Listening to: placebo - english summer rain
Feeling: fat
since nicoles pathetic little existence revolves around this sad excuse for a journal, i'll see what i can do about a decent update.
i saw Magnolia last night. what an awesome movie. tom cruise (who usually sucks in anything other than action movies) did surprisingly well as the grossest, skeeviest creep i've ever seen. i'm not lying when i say i started gaggin he was so gross. and then some frogs fell from the sky. actually, millions of frogs fell from the sky. if you know what i mean. which you dont.

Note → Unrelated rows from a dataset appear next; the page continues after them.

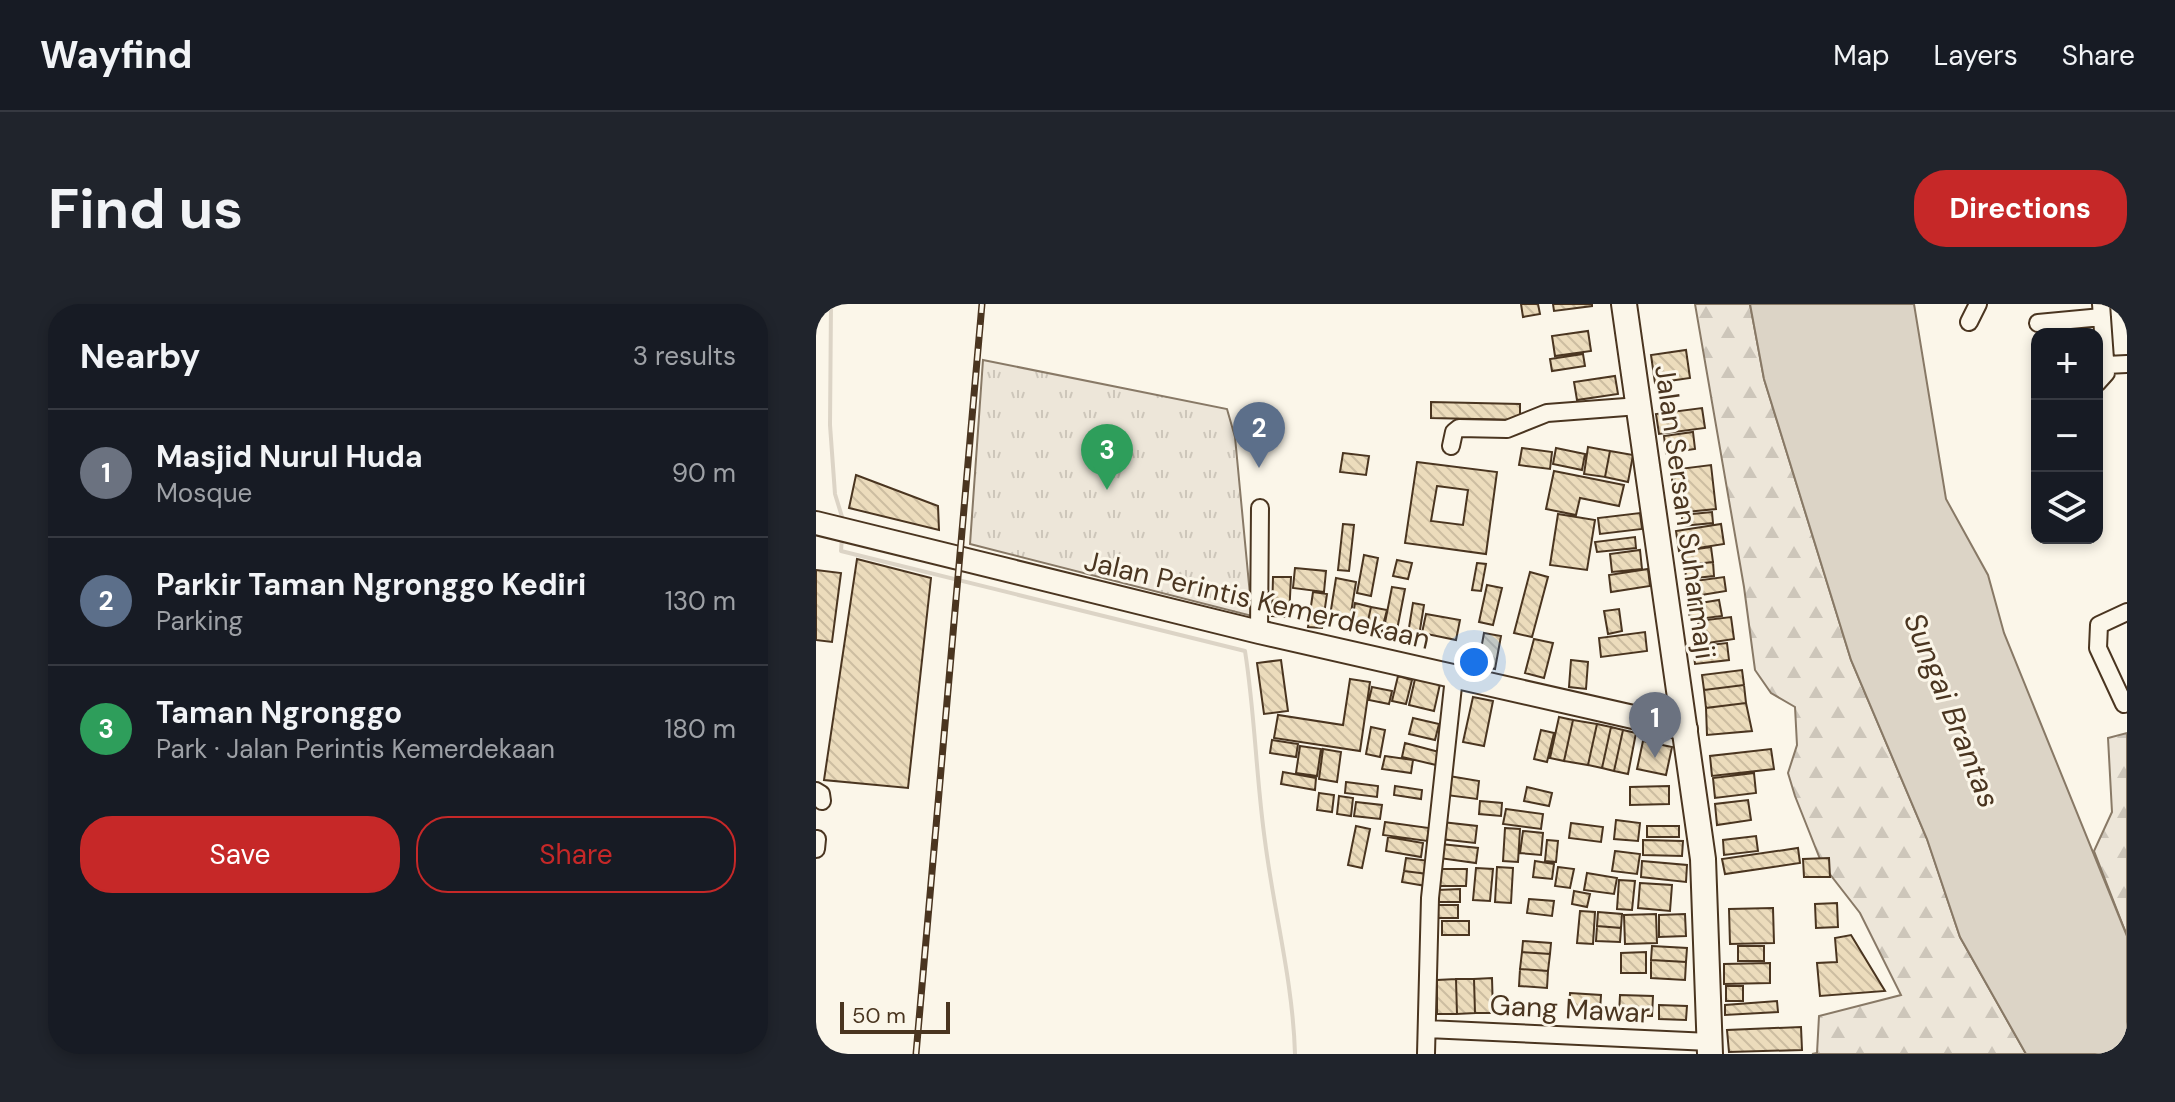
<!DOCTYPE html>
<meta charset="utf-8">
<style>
:root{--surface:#171b24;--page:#20242c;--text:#f1f3f6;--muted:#9ea1a6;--line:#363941;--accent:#c62828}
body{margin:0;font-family:"DM Sans",sans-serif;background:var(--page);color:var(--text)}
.controls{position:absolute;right:24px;top:24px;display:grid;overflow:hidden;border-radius:16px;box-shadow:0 4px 12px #0003}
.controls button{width:72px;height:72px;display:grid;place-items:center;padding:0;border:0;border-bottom:2px solid var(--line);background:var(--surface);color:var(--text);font:40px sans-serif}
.scale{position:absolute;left:24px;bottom:20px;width:110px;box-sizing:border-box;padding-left:8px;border:4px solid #4a3520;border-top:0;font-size:22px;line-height:28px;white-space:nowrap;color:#4a3520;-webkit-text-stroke:6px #fbf6e9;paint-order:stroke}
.you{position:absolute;left:658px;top:358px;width:28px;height:28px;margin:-20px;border:6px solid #fff;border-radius:50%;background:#1a73e8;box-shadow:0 0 0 12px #1a73e833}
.badge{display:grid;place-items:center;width:52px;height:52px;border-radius:50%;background:var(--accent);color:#fff;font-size:26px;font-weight:700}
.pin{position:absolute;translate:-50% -66px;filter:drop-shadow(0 2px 4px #0008)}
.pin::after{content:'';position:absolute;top:42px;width:28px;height:24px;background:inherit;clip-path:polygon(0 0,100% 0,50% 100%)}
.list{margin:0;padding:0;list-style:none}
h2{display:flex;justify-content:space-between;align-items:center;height:104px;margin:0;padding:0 32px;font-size:34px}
h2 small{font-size:26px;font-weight:400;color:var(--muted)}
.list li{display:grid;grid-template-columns:52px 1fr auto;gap:24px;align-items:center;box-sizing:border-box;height:128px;padding:0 32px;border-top:2px solid var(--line)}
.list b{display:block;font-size:30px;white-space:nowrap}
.list p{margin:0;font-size:26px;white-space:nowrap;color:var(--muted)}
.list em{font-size:26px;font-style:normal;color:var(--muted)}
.actions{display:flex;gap:16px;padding:24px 32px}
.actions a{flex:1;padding:18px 0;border:2px solid var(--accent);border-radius:32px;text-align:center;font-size:28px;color:var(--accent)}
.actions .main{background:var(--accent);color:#fff}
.icon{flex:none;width:44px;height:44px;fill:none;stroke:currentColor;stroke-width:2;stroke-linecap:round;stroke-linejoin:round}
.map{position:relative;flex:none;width:1311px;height:750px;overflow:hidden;border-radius:32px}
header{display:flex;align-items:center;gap:48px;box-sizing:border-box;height:112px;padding:0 40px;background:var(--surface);border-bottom:2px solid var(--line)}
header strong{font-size:38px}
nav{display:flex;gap:44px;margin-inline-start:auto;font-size:28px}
.intro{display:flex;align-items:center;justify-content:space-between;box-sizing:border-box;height:192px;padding:0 48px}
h1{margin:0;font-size:56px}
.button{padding:20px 36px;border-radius:32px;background:var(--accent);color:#fff;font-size:28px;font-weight:700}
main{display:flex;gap:48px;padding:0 48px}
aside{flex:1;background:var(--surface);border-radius:32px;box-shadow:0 4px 12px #0003}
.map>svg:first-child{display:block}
</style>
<header>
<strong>Wayfind</strong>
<nav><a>Map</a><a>Layers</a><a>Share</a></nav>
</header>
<div class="intro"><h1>Find us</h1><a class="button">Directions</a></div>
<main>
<aside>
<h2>Nearby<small>3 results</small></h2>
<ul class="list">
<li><span class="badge" style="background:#6b7280">1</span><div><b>Masjid Nurul Huda</b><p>Mosque</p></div><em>90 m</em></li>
<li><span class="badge" style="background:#5c6f8a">2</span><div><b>Parkir Taman Ngronggo Kediri</b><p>Parking</p></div><em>130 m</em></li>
<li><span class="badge" style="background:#2e9e5b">3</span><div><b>Taman Ngronggo</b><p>Park · Jalan Perintis Kemerdekaan</p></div><em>180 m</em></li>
</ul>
<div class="actions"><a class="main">Save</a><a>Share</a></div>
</aside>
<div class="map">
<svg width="1311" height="750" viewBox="0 0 1311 750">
<defs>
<pattern id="forest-firs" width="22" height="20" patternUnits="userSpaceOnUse" patternTransform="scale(2)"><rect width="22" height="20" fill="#ede6d9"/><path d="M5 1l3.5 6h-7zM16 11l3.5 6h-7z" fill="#cdc6ba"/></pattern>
<pattern id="park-tufts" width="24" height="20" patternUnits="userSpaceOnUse" patternTransform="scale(2)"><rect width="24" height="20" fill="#ede6d9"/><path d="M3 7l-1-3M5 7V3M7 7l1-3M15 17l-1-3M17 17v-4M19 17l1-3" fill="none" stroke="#cdc6ba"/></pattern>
<pattern id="building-back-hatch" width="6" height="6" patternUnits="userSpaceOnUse" patternTransform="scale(2)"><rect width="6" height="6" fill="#ecdcbc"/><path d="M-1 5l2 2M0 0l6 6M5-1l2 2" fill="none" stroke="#ccbda1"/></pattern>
</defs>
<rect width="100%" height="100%" fill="#fbf6e9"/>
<!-- forest -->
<path fill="url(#forest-firs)" stroke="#887966" stroke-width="2" d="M879 0H934L948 75 1035 356 1111 535 1144 633 1210 750H996L1001 749 1003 712 1085 691 1044 609 1006 560 979 492 972 469 981 441 979 403 955 389 939 366 928 283Z
M1311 429V632L1278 547 1296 508 1292 434Z"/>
<!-- park -->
<path fill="url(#park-tufts)" stroke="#887966" stroke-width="2" d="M167 56 411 105 419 133 436 312 154 240Z"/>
<!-- water -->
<path fill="#dcd4c6" stroke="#887966" stroke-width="2" d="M934 0H1098L1130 195 1172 271 1188 329 1311 632V750H1210L1144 633 1111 535 1035 356 948 75Z"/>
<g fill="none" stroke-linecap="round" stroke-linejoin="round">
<!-- stream -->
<path stroke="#dcd4c6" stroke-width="4" d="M15 0 14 121 19 190 27 216
M26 233 25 247 429 347C439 410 440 473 449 537 458 608 477 678 479 750"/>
</g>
<!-- building -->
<path fill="url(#building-back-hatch)" stroke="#4a3520" stroke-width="2" fill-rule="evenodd" d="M705 0H722L724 10 707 13Z
M737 0H776V2L738 7Z
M772 27 775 47 739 52 736 32Z
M870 46 874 74 839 79 835 51Z
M767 50 769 62 736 67 734 55Z
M799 72 802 90 761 96 758 78Z
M615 98 704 100V116L615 114Z
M886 104 889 124 843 130 840 110Z
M877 128 879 145 850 149 848 132Z
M772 143 794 147 789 173 768 170Z
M706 144 736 148 734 165 703 161Z
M740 144 769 150 766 166 737 160Z
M794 147 817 151 812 178 789 173Z
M527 149 553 152 550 171 524 168Z
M601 158 681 168 670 250 589 239ZM621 182 652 186 647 221 615 217Z
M895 161 900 205 860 209 855 166Z
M738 167 808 181 803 202 764 194 760 211 730 205Z
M40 171 122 202 123 226 33 204Z
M896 208 897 219 866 222V211Z
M824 209 826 225 784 230 782 214Z
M742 210 779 216 771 266 734 261Z
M527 220 538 221 533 267 522 266Z
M905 220 908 240 863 247 860 227Z
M819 233 820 244 781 248 779 238Z
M895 243 897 258 869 261 867 247Z
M824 246 826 265 796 268 794 250Z
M548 251 562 254 555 292 541 289Z
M41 255 115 274 92 484 8 476Z
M581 256 596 259 592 275 577 272Z
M897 258 898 272 870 275 869 261Z
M661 259 670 260 665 287 656 286Z
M479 264 510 267 508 288 477 284Z
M832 265 834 282 795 288 793 271Z
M0 266 25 269 16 338 0 336Z
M714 268 732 273 716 333 698 329Z
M457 273H475L473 313 456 312Z
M908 273 910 287 873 293 871 278Z
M520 274 540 278 534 315 514 312Z
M671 281 686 284 677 321 663 318Z
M576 283 589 285 579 336 566 334Z
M497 288 511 290 506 324 492 323Z
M903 296 906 312 874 316 872 301Z
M539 299 555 303 550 326 535 323Z
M597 299 608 301 602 338 591 336Z
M555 303 571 306 565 329 550 326Z
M803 305 806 327 792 330 788 307Z
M610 310 644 316 640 336 606 329Z
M915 313 918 335 885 340 882 317Z
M829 328 831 347 785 353 783 334Z
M668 329 685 332 679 365 662 362Z
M718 335 737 339 728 374 709 369Z
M911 339 913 356 879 360 877 343Z
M465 356 472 407 448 410 441 359Z
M755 356 772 358 770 385 753 383Z
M926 366 928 381 888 386 886 371Z
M582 372 596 376 590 400 576 397Z
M534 375 554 378 544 447 458 434 462 411 527 421Z
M599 375 624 380 618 407 593 401Z
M928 381 930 399 890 404 888 386Z
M556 383 576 387 573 400 553 396Z
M657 393 677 397 668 442 647 438Z
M930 399 936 427 891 431 890 404Z
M743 413 757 416 748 457 734 454Z
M597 414 623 420 619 436 593 430Z
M757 416 781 420 772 461 748 457Z
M781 420 795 423 786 464 772 461Z
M555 423 569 426 564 453 550 450Z
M795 423 807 426 798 467 786 464Z
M725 426 738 429 731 458 718 455Z
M807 426 820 429 812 470 798 467Z
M456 436 482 440 480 453 454 449Z
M827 437 856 443 850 471 821 465Z
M589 439 623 448 620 461 586 453Z
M484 442 505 445 501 472 480 469Z
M507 445 525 448 521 478 503 475Z
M955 445 958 465 896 472 894 452Z
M569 452 597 456 595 469 566 465Z
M467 468 500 474 499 486 465 480Z
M938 469 940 489 899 494 897 474Z
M633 472 663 477 661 495 630 491Z
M530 478 562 482 561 493 529 489Z
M579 482 606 486 605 495 578 491Z
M853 482V500L814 501V483Z
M711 483 736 489 733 502 708 497Z
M503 489 518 491 516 508 501 506Z
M523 492 537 494 535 512 521 510Z
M932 496 935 516 901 521 899 500Z
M664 497 686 499 685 512 663 510Z
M540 498 566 501 564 515 538 512Z
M690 505 727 510 725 525 687 520Z
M800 516 824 519 822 537 798 535Z
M569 518 613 524 611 537 567 531Z
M626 518 661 522 659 539 624 535Z
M755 519 787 523 785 538 753 534Z
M540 522 554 525 546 564 532 561Z
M831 522H863V533H831Z
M689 524 704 525 702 558 687 557Z
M707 527 727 529 725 551 704 549Z
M940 532 942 547 908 551 907 536Z
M572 533 607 539 605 553 570 547Z
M731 536 742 537 740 558 729 557Z
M827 536 867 537 866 552 827 551Z
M625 540 662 544 660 559 623 554Z
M982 544 984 559 909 570 906 555Z
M799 547 824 550 821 570 796 567Z
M590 554 614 557 612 570 588 567Z
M1013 554 1014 573H988L987 555Z
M719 557 738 560 736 575 717 573Z
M826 557 871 561 870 578 825 573Z
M681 563 697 564 695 599 679 598Z
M742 563 758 565 754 584 739 582Z
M660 564 677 565 674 597 657 596Z
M621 565H651L650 582H621Z
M588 567 612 570 610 582 586 578Z
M771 569 801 574 798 590 768 586Z
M803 576 819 577 816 606 801 605Z
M824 579 856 581 854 607 822 604Z
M644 585V598H623L622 586Z
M758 587 774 590 771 603 756 600Z
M713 595 738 597 736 612 711 609Z
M1021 599 1022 623 1000 624 999 600Z
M620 601H642V614H620Z
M957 604 958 639 914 640 913 605Z
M764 607 779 608 777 640 761 639Z
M782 608 806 610 805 624 781 622Z
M840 610 841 639 809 640 808 611Z
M869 610 870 632 843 633V611Z
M626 617H653V631H626Z
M781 622 805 624 804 638 780 637Z
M1035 631 1069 687 1004 692 1001 659 1021 658 1019 634Z
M707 637 735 639 734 650 706 648Z
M836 642 871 644 870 658 835 656Z
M922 642H948V657H922Z
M706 648 734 650 732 667 704 665Z
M830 648V669H805V649Z
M835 656 870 658 869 676 835 674Z
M954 659V679L908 680V660Z
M704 665 732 667 731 684 703 682Z
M676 674 677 709H659L658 675Z
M640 675H658L659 709 641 710Z
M640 675 641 710H621V676Z
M910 682H927V697H910Z
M754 689 785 691 784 707 753 705Z
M804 691 837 692 836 712 803 711Z
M961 697 962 708 909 711V701Z
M843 701 871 702 870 716 843 715Z
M985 723 986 746 913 748 911 726Z"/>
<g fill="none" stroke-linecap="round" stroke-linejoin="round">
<!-- minor casing -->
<g stroke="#4a3520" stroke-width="20">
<path id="minor" d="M1153 18 1162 0
M1222 19 1286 13
M1290 61 1311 60
M1281 79 1290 69 1285 0
M635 142 638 128 643 124 691 125 731 109 823 102
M443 328 444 204
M1308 400 1282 344 1283 321 1311 308
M0 487 5 490 6 497
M0 545 1 535
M611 725 894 738
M610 750 614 594 638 373"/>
</g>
<!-- major casing -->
<g stroke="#4a3520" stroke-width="26">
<path id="major" d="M0 219 443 328 870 425"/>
</g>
<!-- highway casing -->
<g stroke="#4a3520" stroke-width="28">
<path id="highway" d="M808 0 887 555 894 750"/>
</g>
<!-- minor -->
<use href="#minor" stroke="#fbf6e9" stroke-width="16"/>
<!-- major -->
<use href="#major" stroke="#fbf6e9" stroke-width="22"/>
<!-- highway -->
<use href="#highway" stroke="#fbf6e9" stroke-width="24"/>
<!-- rail casing -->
<g stroke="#4a3520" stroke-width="7">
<path id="rail" d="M100 750 166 0"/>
</g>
<!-- rail -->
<use href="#rail" stroke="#fbf6e9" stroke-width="4" stroke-dasharray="12" stroke-linecap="butt"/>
</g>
<g text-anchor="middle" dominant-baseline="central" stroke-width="6" stroke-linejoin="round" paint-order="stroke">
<!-- street labels -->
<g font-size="28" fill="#4a3520" stroke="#fbf6e9">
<text transform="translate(869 208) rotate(82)">Jalan Sersan Suharmaji</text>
<text transform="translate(441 296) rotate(13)">Jalan Perintis Kemerdekaan</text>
<text transform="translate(754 705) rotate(3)">Gang Mawar</text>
</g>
<!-- water labels -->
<g font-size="30" font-style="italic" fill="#4a3520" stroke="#fbf6e9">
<text transform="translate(1136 406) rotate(68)">Sungai Brantas</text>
</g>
</g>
</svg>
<div class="controls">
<button>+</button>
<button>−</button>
<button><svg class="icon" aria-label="layers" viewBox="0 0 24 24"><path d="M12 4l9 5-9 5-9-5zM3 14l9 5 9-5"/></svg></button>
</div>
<div class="scale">50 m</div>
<div class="you"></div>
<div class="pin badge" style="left:839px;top:454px;background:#6b7280">1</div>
<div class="pin badge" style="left:443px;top:164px;background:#5c6f8a">2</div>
<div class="pin badge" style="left:291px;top:186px;background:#2e9e5b">3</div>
</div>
</main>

friday night was friendlys. we talked about embarrassing moments, bonded, truly became a tight knit little group. jkjkjkjkjk. < - - jk. anyway, now i have a crew. ssp. and no one is allowed to know what it means because this is holmdel and everyone HAS TO HAVE retarded little gangs to make themselves look cool. or even more stupid than they really are. whatever. back to friendlys. we came in the nearly empty restaurant around 11 30 and waited for them to decide where to seat us. finding a waiter in a restaurant with 8 other customers can be a bitch. the other table hit on shady, the waiter. no no. his nametag actually read "shady." shady, the sketchy waiter who works the late shift at friendlys. a white hair was found in a cheeseburger. the cheeseburger was still eaten. straws changed color according to temperatre. fun. gummy bears were thrown into mouthes, down shirts, etc. like i said, the table next to us, filled with other holmdel 07' alum hit on the sketchy waiter. we threw up. blah blah blah. blah blah blah.
oh yeah. before that was the musical. it was swell. the 1 milosecond kisses got all hot and steamy. but all kidding aside, the people in the musical all have amazing voices. i really hope they make it on broadway or something. that would make me feel special.
yesterday my mom and i went shopping. i tried on bathing suits. i feel bad for starting this summer shit again, but i will anyway. i feel fat. i've gotten fat. i dont know what to do. i feel like a fat lard ass and i hate it. i hate looking in mirror and seeing this big tub of lard and now all my friends will kill me but fuck you guys. im so sick of being told to shut up if i feel bad about my weight. just because im not obese doesnt mean im not allowed to have weight problems so everyone who is reading this better listen the fuck up and back the fuck off. im just SO SICK of people fucking telling me how im allowed to feel about myself. if i feel some way about myself no one in the fucking world has the right to tell me im not allowed to feel that way or make me feel bad about it. i hope none of you become psychologists you will seriously fuck some people up. jesus christ.
wow. i kinda worked myself up there didnt i. phew. i hate bathing suits. theyre disgusting. skin is disgusting. no one shold be allowed to show it. well maybe a little pinky here and there is alright but other than that, i am a big supporter of the muslim dress code. no no. i'll stop that ok.
and on top of that, i havent talked to zander in a while and its driving me crazy. and the last conversation i had with lauritta counts for shit because she was too stoned to have a normal conversation. the point of this doesnt exist, dont try to find one, bye.
We need to hang out with you know who very soon because some of my friends are starting to make me sad.. very sad.
Love you lots, Nicole
Wow. That was really dumb. "Love you lots." What kind of idiot says that?